Three Steps to Financial Stability

We are living in uncertain times and the last thing one cares to read about is yet another article on how to manage your finances. I agree to certain extent. But now, the economic crisis brought on by the COVID-19 pandemic has made this conversation more important than ever. It has become imperative to know and understand where you stand financially and the steps you must take to ensure that you and your family get through this crisis unscathed. As a financial planner, I am often asked, “I know I need to strengthen my finances but how do I begin?”

Here are three simple steps that you can take to gauge your current finances and what you must do to strengthen them:

 1. Take stock of your emergency funds

This year has been unique because it has brought the question of what constitutes emergency savings to the forefront. Today, more than ever, it is time for you to protect yourself and your family against any unforeseen circumstances. If you have not been saving up for that rainy day, then it is still not too late to start. Take stock of your current income and then calculate the average monthly expenses of your household as a first step towards starting your emergency fund. Based on that calculation, your funds should constitute savings and investments that can bide you over at least 3-5 months of not having a regular income in case of unforeseen emergencies such as hospitalization or a job loss. If you already have that fund, look at ways you can add to it without compromising on your more immediate needs.

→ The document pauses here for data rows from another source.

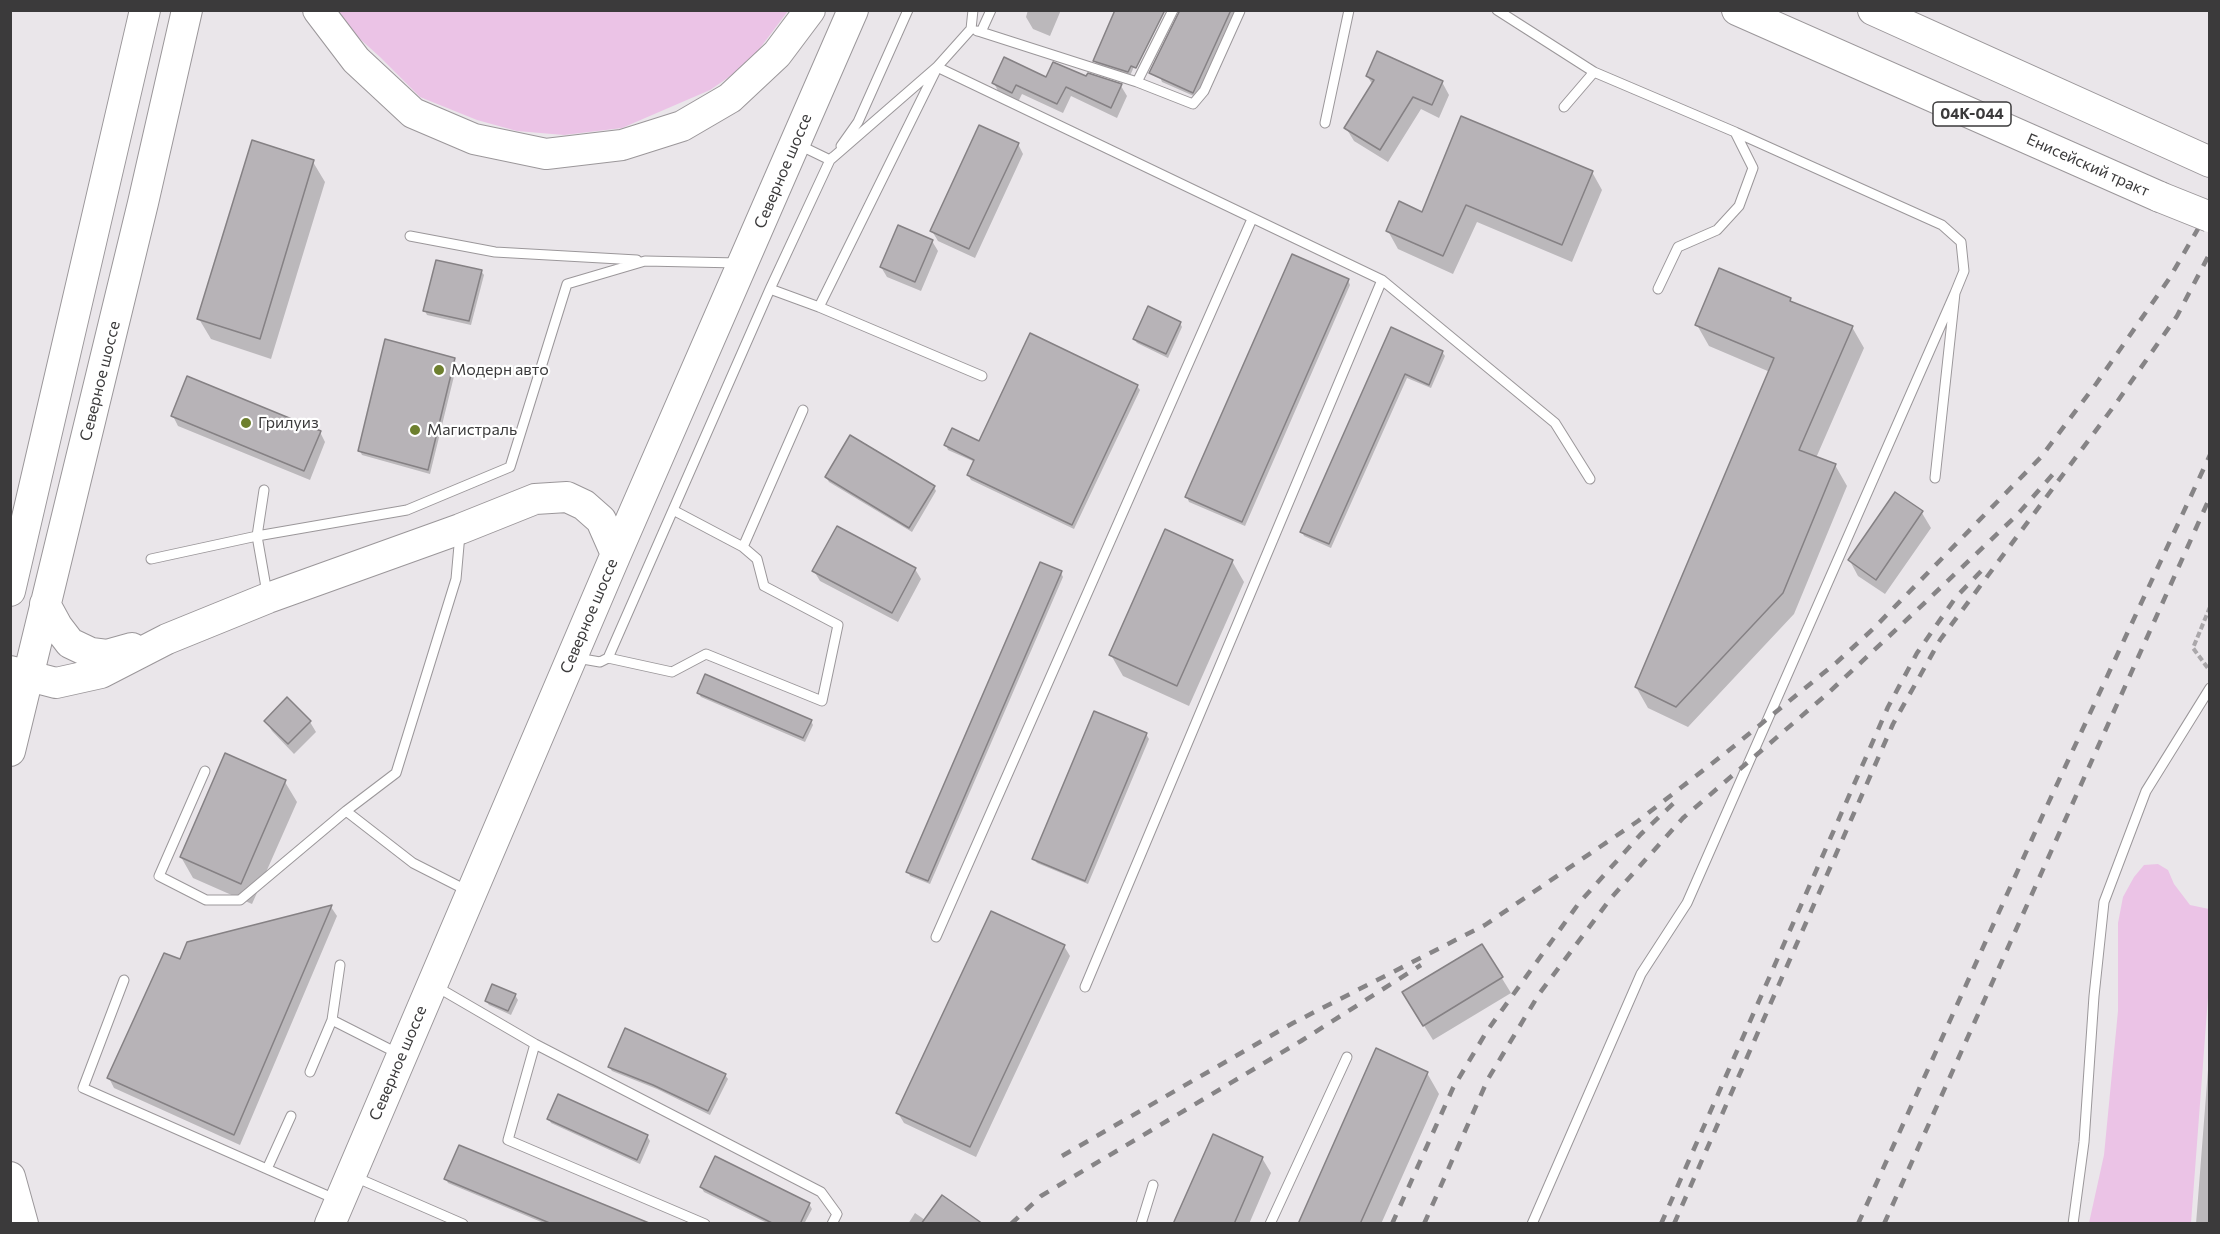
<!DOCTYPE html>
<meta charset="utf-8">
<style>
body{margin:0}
#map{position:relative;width:2220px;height:1234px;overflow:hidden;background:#eae6ea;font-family:Commissioner,sans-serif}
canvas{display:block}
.frame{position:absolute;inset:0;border:12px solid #3b3a3b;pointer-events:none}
</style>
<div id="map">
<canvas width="2220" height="1234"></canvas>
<div class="frame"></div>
</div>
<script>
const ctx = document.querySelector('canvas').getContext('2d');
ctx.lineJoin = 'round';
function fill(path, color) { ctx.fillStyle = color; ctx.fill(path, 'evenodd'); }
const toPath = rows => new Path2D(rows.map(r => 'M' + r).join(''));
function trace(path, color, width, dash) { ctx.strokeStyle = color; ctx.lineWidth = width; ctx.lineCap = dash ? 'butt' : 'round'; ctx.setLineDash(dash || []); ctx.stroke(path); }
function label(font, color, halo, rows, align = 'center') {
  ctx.font = font + ' Commissioner,sans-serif'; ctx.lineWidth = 4.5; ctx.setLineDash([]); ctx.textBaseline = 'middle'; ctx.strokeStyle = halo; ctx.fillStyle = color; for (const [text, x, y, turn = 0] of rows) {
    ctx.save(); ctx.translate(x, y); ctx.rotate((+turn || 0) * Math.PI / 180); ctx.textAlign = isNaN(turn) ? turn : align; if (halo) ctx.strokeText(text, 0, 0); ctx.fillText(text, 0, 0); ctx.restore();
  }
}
const green = toPath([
 [333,11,788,11,748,64,710,90,622,128,564,135,517,131,477,120,420,97,380,57,339,20],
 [2158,864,2168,870,2174,884,2190,905,2209,909,2209,984,2191,1223,2089,1223,2104,1155,2118,1011,2118,923,2123,897,2134,877,2144,865]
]);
const shadow = toPath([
 [1028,10,1061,10,1050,36,1033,29,1026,17],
 [1158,10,1130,76,1097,65,1095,61],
 [1189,10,1235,10,1196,97,1162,82,1160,77],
 [1367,76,1442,82,1449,95,1439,118,1421,109,1388,162,1354,141,1346,128,1373,85],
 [1087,78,1121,86,1127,96,1117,118,1071,96,1063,113,1022,94,1018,102,999,93,994,83,1047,79],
 [1018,144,1023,154,975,258,938,241,932,231],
 [313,162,325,182,271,359,211,339,199,319],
 [1592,172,1602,190,1572,262,1477,222,1453,274,1398,249,1388,231,1423,214],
 [932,241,938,251,921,291,887,277,881,267],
 [481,271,484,275,471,325,427,315,425,311],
 [1348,280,1350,285,1245,526,1189,502,1187,497],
 [1790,299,1793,304,1852,327,1864,348,1816,458,1835,465,1847,486,1794,614,1688,727,1648,708,1636,687,1770,372,1709,346,1697,325],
 [1180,323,1182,327,1168,358,1137,343,1134,339],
 [1392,329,1442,352,1445,356,1431,388,1407,378,1331,548,1304,536,1302,532],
 [454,359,457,364,430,474,362,455,360,451],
 [1137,386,1140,390,1074,529,971,480,968,475,975,462,948,450,946,445,980,443],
 [173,416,320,432,325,442,310,480,178,426],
 [826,477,934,487,936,491,912,532,829,482],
 [1922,513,1931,528,1885,594,1858,576,1850,561],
 [1232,561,1244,582,1189,706,1123,676,1111,655],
 [915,569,921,579,898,622,820,581,814,571],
 [1061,573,1063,577,930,884,910,876,908,871],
 [698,693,811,721,813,725,805,742,701,697],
 [287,699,310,722,316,732,294,754,272,731,266,721],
 [1146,734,1149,739,1088,884,1037,863,1034,859],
 [285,782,297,802,252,904,193,878,181,857],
 [331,907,337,916,240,1145,114,1088,109,1078,180,961,188,944],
 [1064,946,1070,956,976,1157,904,1123,898,1113],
 [1482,946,1511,993,1433,1040,1413,1008],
 [515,995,518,1000,511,1015,489,1005,486,1001],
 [2210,1044,2210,1224,2196,1224],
 [609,1067,725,1075,728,1079,710,1115,657,1089,612,1071],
 [1427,1073,1439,1094,1381,1224,1300,1224],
 [549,1119,647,1136,650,1141,640,1164,551,1123],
 [1262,1158,1271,1173,1249,1224,1176,1224],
 [446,1179,646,1224,546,1224,448,1183],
 [701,1187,809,1204,812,1209,804,1224,769,1224,704,1192],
 [915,1213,925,1220,980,1224,908,1224]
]);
const building = toPath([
 [1115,10,1165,10,1136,68,1131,66,1128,72,1093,61,1115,10],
 [1180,10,1231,10,1193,93,1149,73,1180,10],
 [1377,51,1443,81,1432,105,1413,97,1380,150,1344,128,1374,80,1366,76,1377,51],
 [1004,57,1046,77,1053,62,1086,76,1088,73,1122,84,1111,108,1066,87,1057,104,1016,85,1012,93,992,83,1004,57],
 [1461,116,1593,171,1562,245,1466,205,1443,256,1386,231,1399,201,1422,212,1461,116],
 [979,125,1019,143,969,249,930,231,979,125],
 [252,140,314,160,260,339,197,319,252,140],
 [898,225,933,240,915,282,880,267,898,225],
 [1292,254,1349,279,1242,522,1185,497,1292,254],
 [436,260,482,270,469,321,423,311,436,260],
 [1719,268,1791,298,1790,301,1853,326,1799,450,1836,464,1783,593,1676,707,1635,687,1774,358,1695,325,1719,268],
 [1148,306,1181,322,1166,354,1133,339,1148,306],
 [1391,327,1443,351,1429,385,1405,374,1329,544,1300,532,1391,327],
 [1030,333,1138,385,1072,525,967,475,974,460,944,445,952,428,979,441,1030,333],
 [385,339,455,358,428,470,358,451,385,339],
 [187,376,321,431,304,471,171,416,187,376],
 [850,435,935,486,909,528,825,477,850,435],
 [1895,492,1923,511,1876,580,1848,560,1895,492],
 [837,526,916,568,892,613,812,571,837,526],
 [1165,529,1233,560,1177,686,1109,655,1165,529],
 [1040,562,1062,571,928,881,906,872,1040,562],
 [705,674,812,720,803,738,697,693,705,674],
 [287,697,311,721,288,744,264,721,287,697],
 [1094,711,1147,733,1085,881,1032,859,1094,711],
 [225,753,286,780,241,884,180,857,225,753],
 [332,905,234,1135,107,1078,164,953,180,959,187,942,332,905],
 [991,911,1065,945,970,1147,896,1113,991,911],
 [1482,944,1503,977,1423,1026,1402,992,1482,944],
 [492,984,516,994,508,1011,485,1001,492,984],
 [625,1028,726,1074,708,1111,653,1085,608,1067,625,1028],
 [1376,1048,1428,1072,1360,1224,1298,1224,1376,1048],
 [558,1094,648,1135,637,1160,547,1119,558,1094],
 [1213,1134,1263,1157,1234,1224,1173,1224,1213,1134],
 [459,1145,649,1223,649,1224,552,1224,444,1179,459,1145],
 [715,1156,810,1203,800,1224,774,1224,700,1187,715,1156],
 [942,1195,983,1224,921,1224,942,1195]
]);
const path = toPath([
 [2210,607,2193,648,2210,671]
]);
const service = toPath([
 [1497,10,1594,72,1735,132,1753,168,1739,206,1717,230,1678,247,1658,289],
 [977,31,981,32,991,10],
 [981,32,1137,82,1173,10],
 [937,67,1382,280,1555,423,1590,479],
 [1137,82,1193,104,1204,91,1240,11],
 [1564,107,1594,72],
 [1325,123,1349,10],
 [1735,132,1942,225,1961,242,1964,271,1955,293,1935,478],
 [797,144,830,160,833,157],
 [841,146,858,122,908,10],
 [410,236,495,252,637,260],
 [770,289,819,307,982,376],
 [819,307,935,72],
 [264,490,257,536,267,593],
 [743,547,803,410],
 [151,559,257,536,407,510,510,467,567,284,645,261,738,263],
 [577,658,600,662,608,658,672,672,706,654,822,701,838,625,764,586,757,559,743,547,673,510],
 [608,658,770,289,830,160,937,67,971,29,973,10],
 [205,771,159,876,206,900,240,900,346,811,396,773,456,579,460,534],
 [346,811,413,863,468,891],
 [936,937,1252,219],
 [124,980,83,1088,335,1199],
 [437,987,535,1044,821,1192,837,1214,832,1224],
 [1085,987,1382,280],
 [332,1020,397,1053],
 [535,1044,508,1140,705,1224],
 [310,1072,332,1020,340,965],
 [267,1169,291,1116],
 [355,1177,463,1224],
 [1141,1224,1153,1185],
 [1270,1224,1347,1057],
 [1532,1224,1641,974,1687,903,1955,293],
 [2073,1224,2084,1142,2094,996,2104,902,2146,791,2210,688]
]);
const primary = toPath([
 [318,10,356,60,413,113,474,139,546,154,622,145,682,126,730,98,777,54,810,10],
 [1737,10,2160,197],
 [1873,10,2210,162],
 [10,591,145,10],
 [45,604,57,626,70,643,91,653,107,655,132,648],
 [10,671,56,683,101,673,167,639,268,598,460,529,535,499,567,497,584,505,601,520,616,554],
 [10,751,143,203,187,10],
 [10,1177,23,1224],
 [330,1224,616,554,853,10]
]);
const rail = toPath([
 [1062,1156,1293,1023,1485,925,1638,821,1728,751,1837,662,1873,629,2041,457,2096,384,2169,279,2210,208],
 [1011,1224,1041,1196,1301,1041,1421,965],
 [1392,1224,1453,1088,1487,1031,1579,903,1641,834,1676,801],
 [1424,1224,1488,1079,1539,994,1611,898,1683,818,1826,695,1916,611,2017,515,2054,473],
 [1661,1224,1888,707,1917,653,1956,597,1986,566],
 [1674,1224,1893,724,1940,640,2117,402,2177,316,2210,253],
 [1858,1224,2046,808,2210,455],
 [1884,1224,2210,497]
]);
const primaryBridge = toPath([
 [2160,197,2210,217]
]);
const markers = [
 [439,370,6,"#6d7f2e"],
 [246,423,6,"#6d7f2e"],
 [415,430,6,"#6d7f2e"]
];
const shields = [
 [1972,114,78]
];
const shieldNames = [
 ["04К-044",1972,114]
];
const streetNames = [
 ["Енисейский тракт",2088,165,24],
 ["Северное шоссе",783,171,-67],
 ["Северное шоссе",100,381,-76],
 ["Северное шоссе",589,616,-67],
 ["Северное шоссе",398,1063,-67]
];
const poiNames = [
 ["Модерн авто",451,370],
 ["Грилуиз",258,423],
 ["Магистраль",427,430]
];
fill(green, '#ebc3e6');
fill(shadow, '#0003');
fill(building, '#b7b3b7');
trace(building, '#858184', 1.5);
trace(service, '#9b979a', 11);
trace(primary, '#9b979a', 32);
trace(path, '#aaa7aa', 4, [6, 3]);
trace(service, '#fff', 9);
trace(primary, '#fff', 30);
trace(rail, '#868486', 4.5, [10, 10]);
trace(primaryBridge, '#9b979a', 32, []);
trace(primaryBridge, '#fff', 30);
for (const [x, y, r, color] of markers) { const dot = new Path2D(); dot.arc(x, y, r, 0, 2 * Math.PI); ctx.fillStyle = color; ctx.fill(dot); trace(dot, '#fff', 2); }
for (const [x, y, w] of shields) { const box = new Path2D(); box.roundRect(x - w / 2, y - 12, w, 24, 4.5); ctx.fillStyle = '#fff'; ctx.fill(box); trace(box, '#3b3a3b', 1.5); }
label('bold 15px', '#3b3a3b', null, shieldNames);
label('16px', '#3b3a3b', '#fff', streetNames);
label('16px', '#3b3a3b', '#fff', poiNames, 'left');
</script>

 2. Avoid the consumerism trap

It is all too easy during times like this to get swayed by the deep discounts being offered on various goods and services. But stop and think. Do you really need those goods and services immediately or can you do without them for some time? If you really do need to buy a product that might need a considerable investment, for instance a consumer electronics item, weigh the options available in the market and compare them with what you are willing to spend. By taking these steps, you will have bought something that gives you value for money instead of an impulse purchase that could have you regretting it as soon as you get the product. Use this as a rule even for smaller purchases. It not only helps you to save money, but also guards you against wasteful purchases.

 3. Recheck you investment portfolio

If you’re already investing in shares, mutual funds, or other financial instruments, then now is the time to see where your portfolio stands and make some common-sense changes to it to ensure that you minimize the risks that an economic downturn tends to bring. Consider moving some of your high-risk, high-returns investments like shares and stocks in new companies to safer, more dependable ones like long-term mutual funds, that might not give those rates of returns but are more likely to help you with steady returns during a recession.

While a financial advisor can help you balance your nest egg by recommending the changes and the right mutual funds, you should make them aware of your needs and where you stand financially so that they can factor in those changes when they make their recommendation. If you follow these three basic steps, you can manage your way through this year with flying colors towards a more secure financial future.